In 2023, Austria introduced a national vaccination program for human papilloma virus (HPV), joining WHO’s call to eliminate cervical cancer, and expanding on its goals by including males. Yet, lack of any HPV surveillance systems poses severe challenges in assessing the impact of vaccination, the evolutionary consequences on circulating HPV genotypes, and the basic sociality of HPV within Vienna’s dense interconnected urban environment.

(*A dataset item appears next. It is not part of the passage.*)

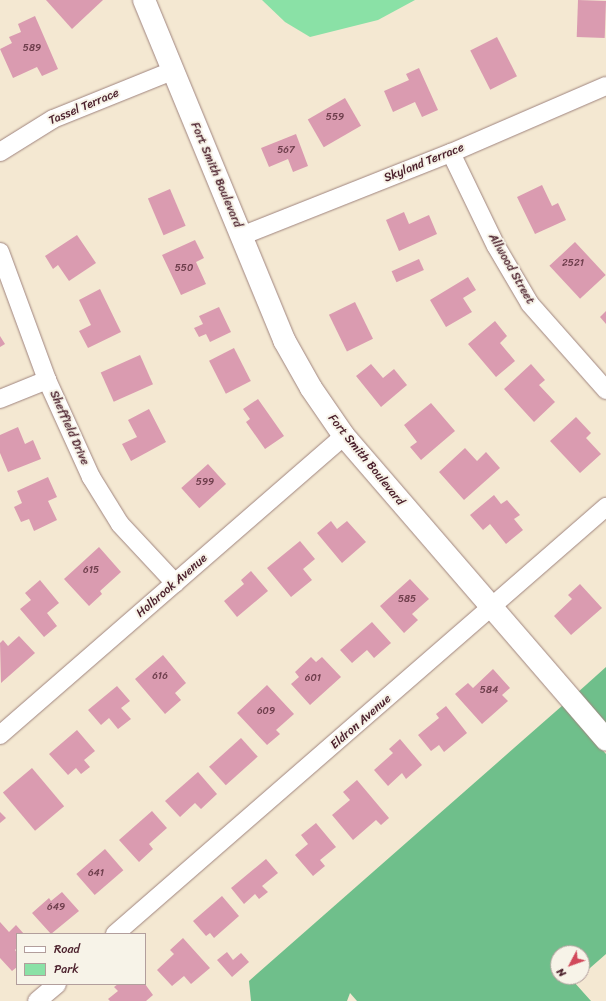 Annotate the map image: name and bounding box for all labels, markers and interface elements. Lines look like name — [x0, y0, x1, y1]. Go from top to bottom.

This project proposes a novel transdisciplinary approach which integrates sequencing-based genomic epidemiology, mixed-method public health research, and agent-based modelling to tackle these interconnected challenges. We will map viral population dynamics onto urban social dynamics, unveiling transmission networks and contributing to prevention of HPV-linked cancers. Partnering with an NGO focused on underserved patients, volunteer swabbing for HPV is enhanced by social participatory design methods, and complemented by a novel pipeline to detect population-wide circulating HPV genotypes from wastewater. Agent-based modelling will allow testing the risk of high impact variants and indirect effects of vaccination. Our pioneering approach tackles existing socioeconomic inequalities and gender disparities with a special focus on males. 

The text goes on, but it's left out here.